The irony was that he knew the old lawman would probably do a better job of it.

Leadership had been an easy thing in those early months of the war. All the Hopeful Valley men were his friends, and all knew what needed to be done. He didn’t have to give orders. Being an officer was more an honor than a responsibility. It was no great challenge to lead when they were winning, and winning easily.

The crisis of leadership came now, when they were losing. This was the true test. Ever since he had been with this outfit, David Buckalew had fallen short.

God, for one more chance!

Before riding down into the pass he sent Noley Mitchell up on one side of it and a Mexican trooper named Fermin Hernandez up on the other to scout for Indians. David had never been comfortable about the Mexican; it was an old ingrained prejudice from his part of the country, where Anglos and Mexicans had fought two official wars and many unofficial ones. Yet he had found that Hernandez possessed the best eyesight of any man in the outfit. The Mexican could not read words written on a page, but he could read tracks on the ground and describe in considerable detail the circumstances of their making. He could see riders a mile away and tell if they were soldiers or Indians or what. He was useful as an interpreter, too, for David’s knowledge of Spanish was rudimentary at best, geared to the limited vocabulary he had needed in his chosen trade, the buying, training and selling of horses and mules.

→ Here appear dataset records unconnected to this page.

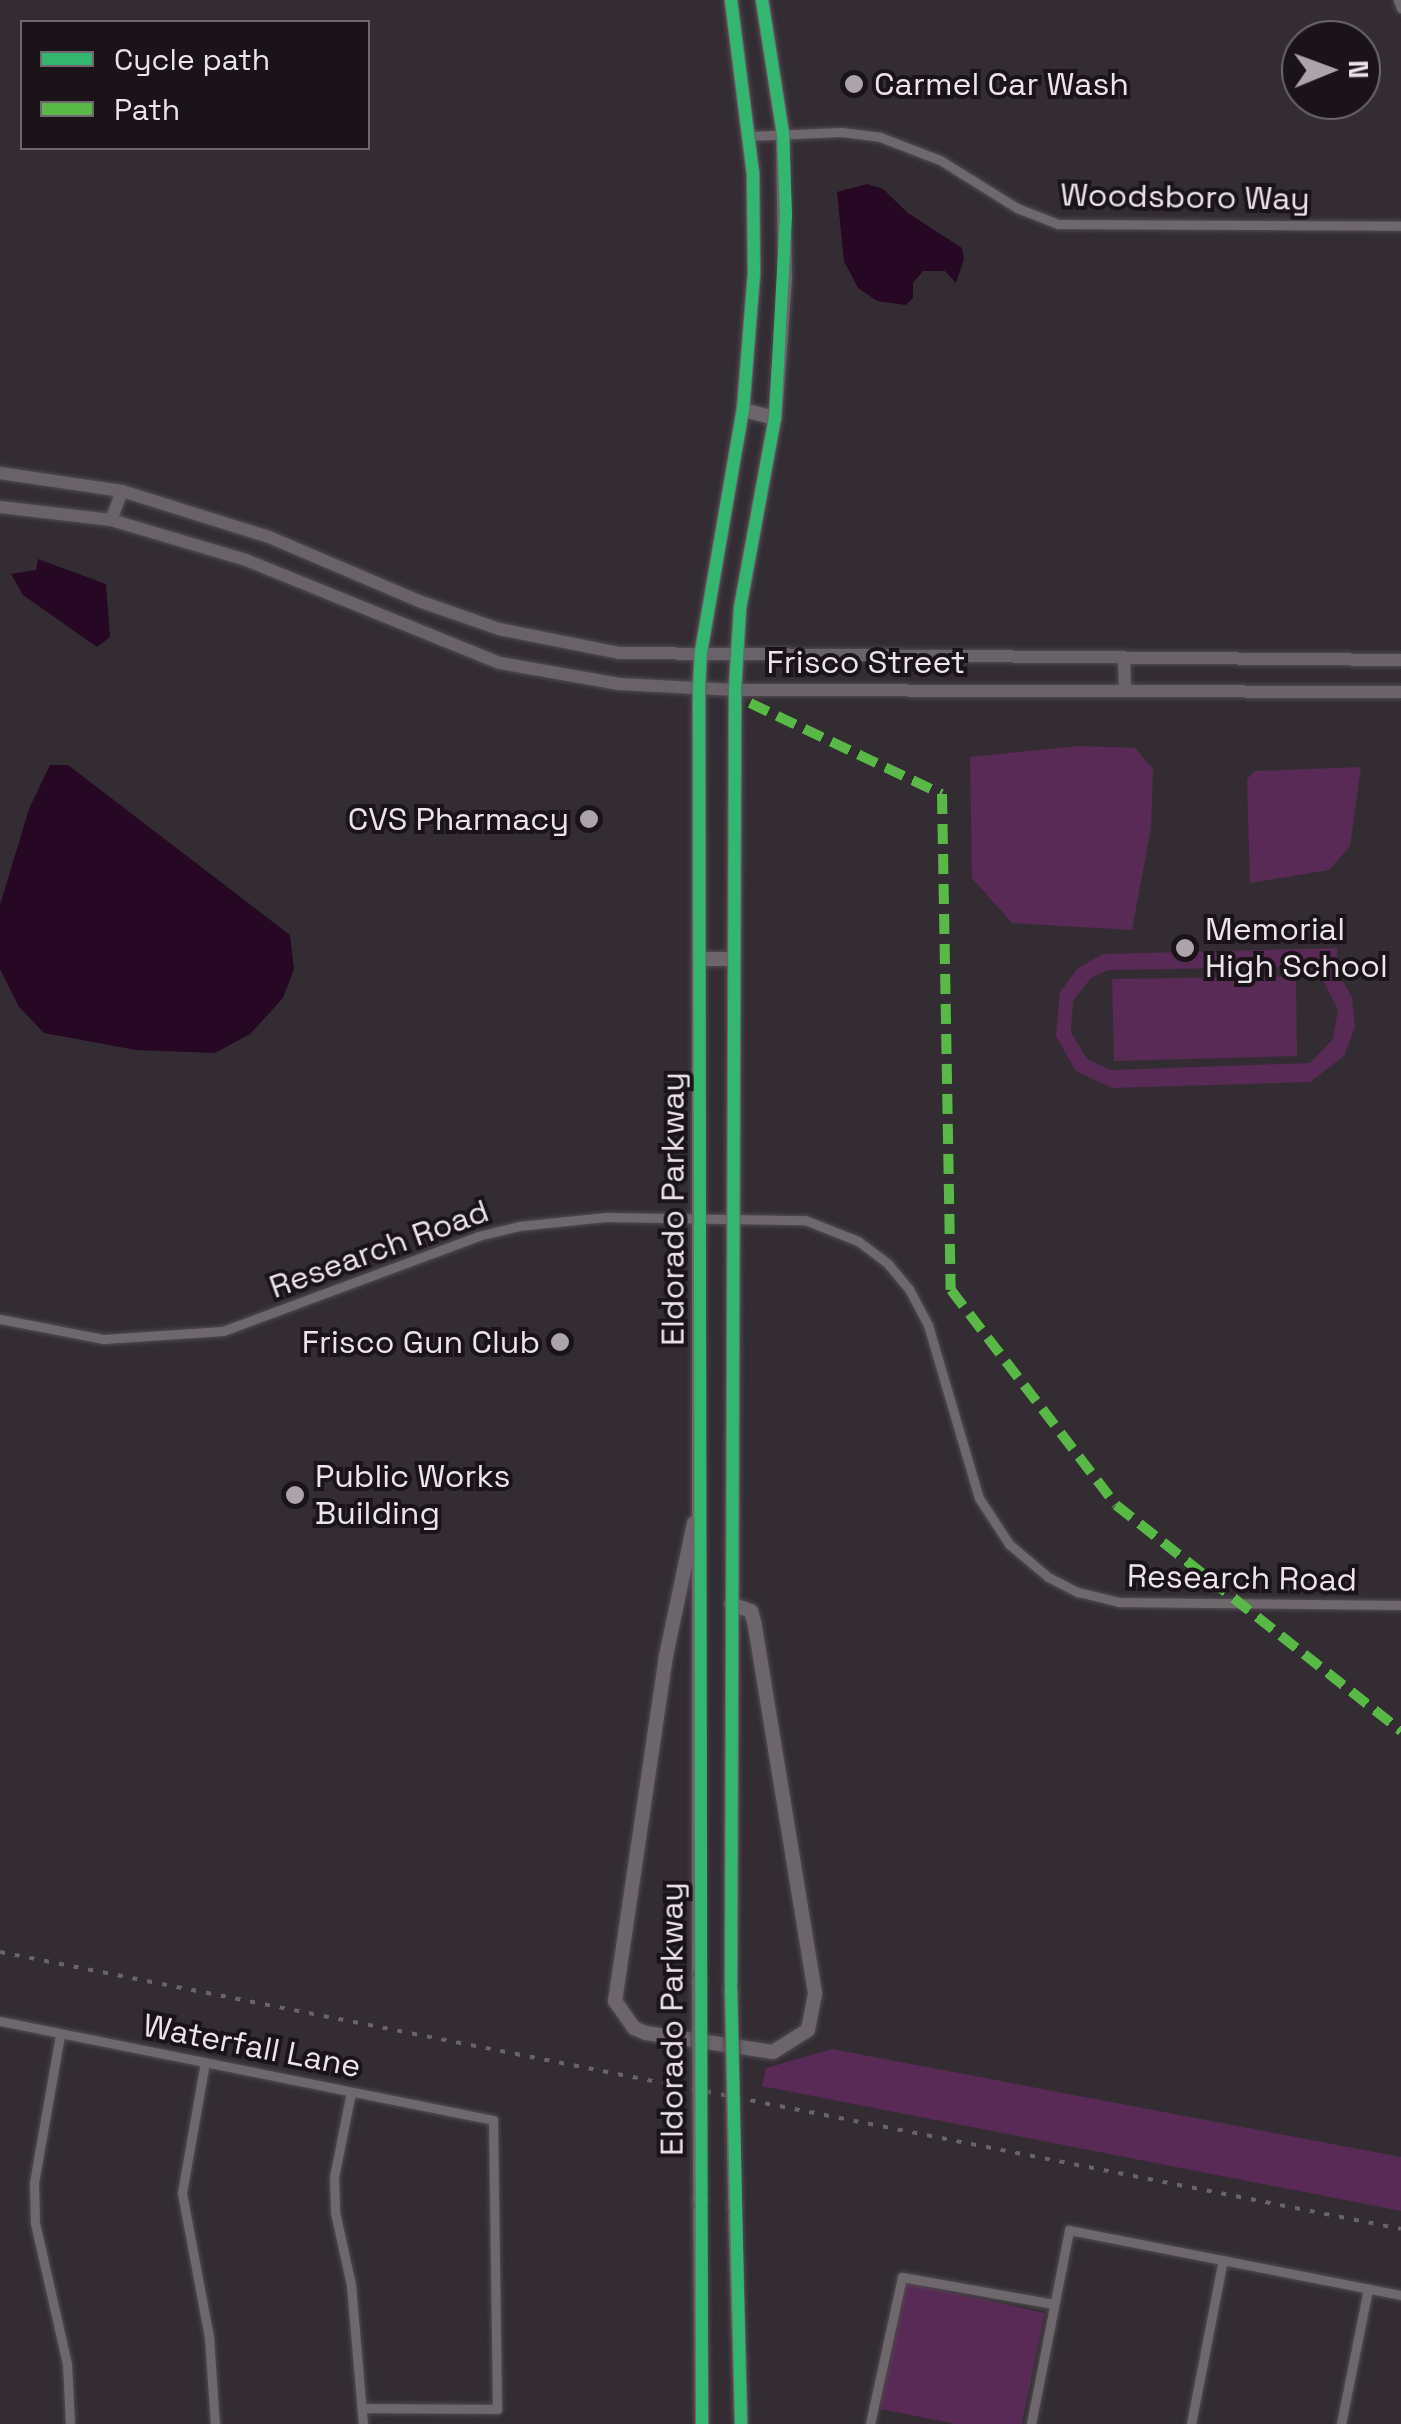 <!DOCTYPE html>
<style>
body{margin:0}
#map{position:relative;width:1401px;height:2424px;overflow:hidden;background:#332d33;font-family:"Space Grotesk",sans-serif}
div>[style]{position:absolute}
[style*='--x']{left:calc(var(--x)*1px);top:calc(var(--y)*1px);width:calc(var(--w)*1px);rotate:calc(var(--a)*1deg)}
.green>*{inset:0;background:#592a55}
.water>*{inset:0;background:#260724}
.roads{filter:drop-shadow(0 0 2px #514b51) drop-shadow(0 0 2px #514b51)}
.street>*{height:9px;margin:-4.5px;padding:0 4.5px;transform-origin:4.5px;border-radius:4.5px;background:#6e686d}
.secondary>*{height:12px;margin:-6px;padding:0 6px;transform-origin:6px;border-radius:6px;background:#696268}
.primary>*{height:14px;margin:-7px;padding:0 7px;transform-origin:7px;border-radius:7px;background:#6d656c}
.rail>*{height:4px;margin-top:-2px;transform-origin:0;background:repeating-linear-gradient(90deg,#6a6469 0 5px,transparent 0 15px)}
.bridges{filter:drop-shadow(0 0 2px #514b51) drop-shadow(0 0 2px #514b51)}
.primary-bridge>*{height:14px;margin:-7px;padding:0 7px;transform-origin:7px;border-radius:7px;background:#6d656c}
.quiet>*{height:10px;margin-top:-5px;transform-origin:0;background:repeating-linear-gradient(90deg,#58b947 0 20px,transparent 0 30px)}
.cycleway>*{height:12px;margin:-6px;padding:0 6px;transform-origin:6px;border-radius:6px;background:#33b770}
.dots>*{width:28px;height:28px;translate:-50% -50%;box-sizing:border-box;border:5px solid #1a1419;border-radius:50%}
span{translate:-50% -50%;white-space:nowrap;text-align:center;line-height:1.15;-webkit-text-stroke:8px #1a1419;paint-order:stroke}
.poi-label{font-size:32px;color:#ece4eb}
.left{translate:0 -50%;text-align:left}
.right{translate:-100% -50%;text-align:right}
.street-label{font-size:32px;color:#ece4eb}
.legend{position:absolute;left:20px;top:20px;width:350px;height:130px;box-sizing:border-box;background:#1a1419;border:2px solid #6e676d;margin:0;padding:12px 18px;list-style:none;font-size:30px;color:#ece4eb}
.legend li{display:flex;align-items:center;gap:20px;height:50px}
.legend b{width:50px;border:2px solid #6e676d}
.north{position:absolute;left:1281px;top:20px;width:100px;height:100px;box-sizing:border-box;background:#1a1419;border:2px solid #6e676d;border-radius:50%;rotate:89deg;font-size:28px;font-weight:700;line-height:40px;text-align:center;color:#ece4eb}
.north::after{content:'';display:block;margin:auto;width:35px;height:45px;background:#aba4ab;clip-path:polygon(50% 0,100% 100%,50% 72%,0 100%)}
</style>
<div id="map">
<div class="green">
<i style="clip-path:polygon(1078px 746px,1135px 748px,1153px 769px,1151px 828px,1132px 930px,1012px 923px,972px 878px,970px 757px)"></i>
<i style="clip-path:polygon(1361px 767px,1350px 846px,1329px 870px,1250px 883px,1247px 779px,1255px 771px)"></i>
<i style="clip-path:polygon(evenodd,1337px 948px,1337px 963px,1332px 964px,1352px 997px,1355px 1027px,1344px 1056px,1310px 1082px,1112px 1088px,1076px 1071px,1056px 1036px,1060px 992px,1078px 968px,1103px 954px,1337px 948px,1293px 967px,1323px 980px,1338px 1010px,1333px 1039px,1310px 1063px,1111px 1070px,1087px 1059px,1071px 1032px,1073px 1001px,1091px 978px,1108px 970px,1293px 967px)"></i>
<i style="clip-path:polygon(1296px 976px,1297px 1056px,1114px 1061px,1112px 979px)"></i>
<i style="clip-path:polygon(832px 2049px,1401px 2157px,1401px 2211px,762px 2086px,766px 2068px)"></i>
<i style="clip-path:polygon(912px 2284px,1045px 2313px,1022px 2424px,956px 2424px,880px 2409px,906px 2286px)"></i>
</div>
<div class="water">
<i style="clip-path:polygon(867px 184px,883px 189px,908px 213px,962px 248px,964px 259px,956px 283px,945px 271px,923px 271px,913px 283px,913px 298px,906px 305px,877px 301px,858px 288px,844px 261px,837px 192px)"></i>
<i style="clip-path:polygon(38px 559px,106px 584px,110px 637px,97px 647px,23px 595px,11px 574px,36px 570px)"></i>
<i style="clip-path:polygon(50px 765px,68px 765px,290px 935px,294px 969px,283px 998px,250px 1034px,215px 1053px,136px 1050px,44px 1033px,19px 1007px,0 969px,0 905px,29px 809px)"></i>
</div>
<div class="roads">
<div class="street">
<i style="--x:1398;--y:0;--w:9;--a:69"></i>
<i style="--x:750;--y:136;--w:91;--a:-2.5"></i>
<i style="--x:841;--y:132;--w:39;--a:7"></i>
<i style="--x:880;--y:137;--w:64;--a:21"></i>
<i style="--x:940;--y:160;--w:91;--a:31.9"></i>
<i style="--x:1017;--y:208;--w:44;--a:21.3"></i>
<i style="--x:1058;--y:224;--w:343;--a:0.3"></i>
<i style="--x:0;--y:1319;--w:106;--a:10.9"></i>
<i style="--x:104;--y:1339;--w:119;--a:-3.8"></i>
<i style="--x:223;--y:1331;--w:272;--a:-20.4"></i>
<i style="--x:478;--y:1236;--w:42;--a:-13.7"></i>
<i style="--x:519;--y:1226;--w:87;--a:-5.9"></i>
<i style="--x:606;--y:1217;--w:199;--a:0.9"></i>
<i style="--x:805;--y:1220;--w:57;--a:21.6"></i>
<i style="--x:858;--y:1241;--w:38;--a:37"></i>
<i style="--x:888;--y:1264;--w:33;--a:50"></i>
<i style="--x:909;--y:1289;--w:41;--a:62.2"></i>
<i style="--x:928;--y:1325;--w:180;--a:73.6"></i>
<i style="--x:979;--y:1498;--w:55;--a:56.9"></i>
<i style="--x:1009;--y:1544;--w:51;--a:40.2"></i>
<i style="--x:1048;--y:1577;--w:34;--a:27"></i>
<i style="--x:1078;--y:1592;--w:42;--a:13.7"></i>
<i style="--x:1119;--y:1602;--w:282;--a:0.6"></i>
<i style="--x:0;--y:2021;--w:503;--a:11.35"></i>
<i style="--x:493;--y:2120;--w:289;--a:89.2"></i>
<i style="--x:497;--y:2409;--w:134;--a:-179.6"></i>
<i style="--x:60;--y:2035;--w:149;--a:100"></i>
<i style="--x:34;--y:2182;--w:41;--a:88.6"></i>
<i style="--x:35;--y:2223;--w:145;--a:77.2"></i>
<i style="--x:67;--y:2364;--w:60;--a:87.1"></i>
<i style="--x:205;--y:2062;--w:133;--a:100"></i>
<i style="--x:182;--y:2193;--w:147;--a:79.4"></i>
<i style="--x:209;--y:2337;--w:87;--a:86.1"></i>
<i style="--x:351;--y:2092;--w:87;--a:101.3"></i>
<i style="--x:334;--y:2177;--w:35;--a:88"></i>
<i style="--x:335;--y:2212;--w:75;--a:77.6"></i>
<i style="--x:351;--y:2285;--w:140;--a:85.1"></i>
<i style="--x:870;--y:2424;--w:150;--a:-77.7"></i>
<i style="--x:902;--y:2277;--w:154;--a:10.1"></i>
<i style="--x:1031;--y:2424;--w:198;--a:-78.9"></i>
<i style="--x:1069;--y:2230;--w:338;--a:11.1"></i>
<i style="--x:1191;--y:2424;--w:167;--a:-79"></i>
<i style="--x:1341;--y:2424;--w:138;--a:-78.7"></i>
</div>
<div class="secondary">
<i style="--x:0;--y:473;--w:123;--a:8.4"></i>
<i style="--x:122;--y:491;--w:154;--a:17.4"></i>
<i style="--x:269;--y:537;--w:163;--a:23.1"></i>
<i style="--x:419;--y:601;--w:85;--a:19.3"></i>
<i style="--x:499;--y:629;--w:122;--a:11.3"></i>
<i style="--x:619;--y:653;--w:782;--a:0.51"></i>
<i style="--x:0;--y:507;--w:112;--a:6.7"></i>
<i style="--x:111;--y:520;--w:141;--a:16.5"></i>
<i style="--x:246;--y:560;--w:274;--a:22.1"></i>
<i style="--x:500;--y:663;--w:121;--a:10"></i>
<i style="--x:619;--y:684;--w:116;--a:3"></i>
<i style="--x:735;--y:690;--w:666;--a:0.17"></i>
<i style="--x:111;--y:520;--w:31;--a:-69"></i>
<i style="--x:1124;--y:658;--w:32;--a:88"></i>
</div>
<div class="primary">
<i style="--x:743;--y:410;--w:33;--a:14"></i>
<i style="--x:701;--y:959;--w:32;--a:0"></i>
<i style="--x:694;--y:1523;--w:136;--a:101.9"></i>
<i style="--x:666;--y:1656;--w:349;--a:98.4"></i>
<i style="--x:615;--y:2001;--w:33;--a:55"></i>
<i style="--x:634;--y:2028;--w:13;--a:23"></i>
<i style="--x:646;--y:2033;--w:128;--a:8.5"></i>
<i style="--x:773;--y:2052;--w:41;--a:-32.2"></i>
<i style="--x:808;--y:2030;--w:38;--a:-79"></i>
<i style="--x:815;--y:1993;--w:376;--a:-99.3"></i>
<i style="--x:754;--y:1622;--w:11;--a:-105"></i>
<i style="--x:751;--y:1611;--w:21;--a:-161"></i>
<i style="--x:699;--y:1980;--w:1292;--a:-90"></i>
<i style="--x:699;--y:688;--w:36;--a:-87"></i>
<i style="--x:701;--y:652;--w:246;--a:-80.2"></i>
<i style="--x:743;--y:410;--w:138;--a:-85.4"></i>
<i style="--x:754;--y:272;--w:98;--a:-90.6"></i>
<i style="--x:753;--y:174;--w:175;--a:-97.2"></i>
<i style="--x:731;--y:1991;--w:1301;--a:-89.82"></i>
<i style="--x:735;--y:690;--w:82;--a:-86.5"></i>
<i style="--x:740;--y:608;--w:193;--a:-79.6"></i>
<i style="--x:775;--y:418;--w:139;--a:-85.9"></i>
<i style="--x:785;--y:279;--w:145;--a:-90.8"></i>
<i style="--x:783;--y:134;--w:136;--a:-98.9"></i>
<i style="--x:700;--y:2200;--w:224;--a:89.5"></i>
<i style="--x:735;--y:2206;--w:218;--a:88.4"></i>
</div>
</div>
<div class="rail">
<i style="--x:0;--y:1952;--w:1428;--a:11.18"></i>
</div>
<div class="bridges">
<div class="primary-bridge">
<i style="--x:699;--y:1980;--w:220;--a:89.7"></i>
<i style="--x:731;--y:1991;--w:215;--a:88.9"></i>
</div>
</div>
<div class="quiet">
<i style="--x:750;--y:703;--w:212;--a:25.4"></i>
<i style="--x:942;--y:794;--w:496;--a:89"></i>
<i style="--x:951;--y:1290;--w:271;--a:52.5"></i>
<i style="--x:1116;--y:1505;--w:364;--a:38.4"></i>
</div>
<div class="cycleway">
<i style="--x:702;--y:2424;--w:1736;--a:-90.1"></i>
<i style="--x:699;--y:688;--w:36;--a:-87"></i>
<i style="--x:701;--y:652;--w:246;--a:-80.2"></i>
<i style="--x:743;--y:410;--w:138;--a:-85.4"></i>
<i style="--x:754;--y:272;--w:98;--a:-90.6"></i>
<i style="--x:753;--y:174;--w:175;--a:-97.2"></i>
<i style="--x:741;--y:2424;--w:433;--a:-91.3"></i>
<i style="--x:731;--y:1991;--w:1301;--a:-89.82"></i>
<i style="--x:735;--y:690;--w:82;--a:-86.5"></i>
<i style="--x:740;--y:608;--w:193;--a:-79.6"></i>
<i style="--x:775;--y:418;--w:204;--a:-86.9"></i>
<i style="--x:786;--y:214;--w:80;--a:-92.1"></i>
<i style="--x:783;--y:134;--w:136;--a:-98.9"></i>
</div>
<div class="dots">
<i style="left:854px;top:84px;background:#aba4ab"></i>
<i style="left:589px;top:819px;background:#aba4ab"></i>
<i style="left:1185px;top:948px;background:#aba4ab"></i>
<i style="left:560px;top:1342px;background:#aba4ab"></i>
<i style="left:295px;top:1495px;background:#aba4ab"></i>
</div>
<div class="poi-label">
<span class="left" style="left:874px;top:84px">Carmel Car Wash</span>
<span class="right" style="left:569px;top:819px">CVS Pharmacy</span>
<span class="left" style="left:1205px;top:948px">Memorial<br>High School</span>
<span class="right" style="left:540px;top:1342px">Frisco Gun Club</span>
<span class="left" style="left:315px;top:1495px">Public Works<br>Building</span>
</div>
<div class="street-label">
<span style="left:1185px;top:197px;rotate:1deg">Woodsboro Way</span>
<span style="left:866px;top:662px">Frisco Street</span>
<span style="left:673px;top:1209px;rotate:-90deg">Eldorado Parkway</span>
<span style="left:379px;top:1249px;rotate:-20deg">Research Road</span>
<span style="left:1242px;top:1578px;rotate:1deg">Research Road</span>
<span style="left:672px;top:2019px;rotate:-90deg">Eldorado Parkway</span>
<span style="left:252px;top:2046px;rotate:11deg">Waterfall Lane</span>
</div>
<ul class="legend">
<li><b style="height:12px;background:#33b770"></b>Cycle path</li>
<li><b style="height:12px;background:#58b947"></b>Path</li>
</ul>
<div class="north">N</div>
</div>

Hernandez gave the “clear” sign, and a moment later Mitchell did likewise. David left half the men posted in the mouth of the pass to stand guard. He took the others in to look over the battleground.

Battleground was not exactly the word for it. It had been more slaughter than battle. The blueclad troops had had little chance to fight back. The Indians had been well hidden in the rocks on either side and presented little target. The Union soldiers lay scattered along the pass, heaped like bloody rag dolls, scalped and mutilated. David’s stomach started to turn, and he shut his eyes for a moment until the feeling passed.

At a glance he knew the Indians had taken all guns and ammunition; he had expected that. He came upon a dead packmule. The Indians had ripped the pack off, looking for anything they could use. David motioned to the youth Richey to go through what was left. He saw a dead horse with the saddle still on, and a canteen tied to it.

He glanced behind him at a farm lad named Ivy, who had always been eager but was considered by the others as a bit slow in his thinking. “Ivy, you been needin’ a better saddle. Get somebody to help you take that one.”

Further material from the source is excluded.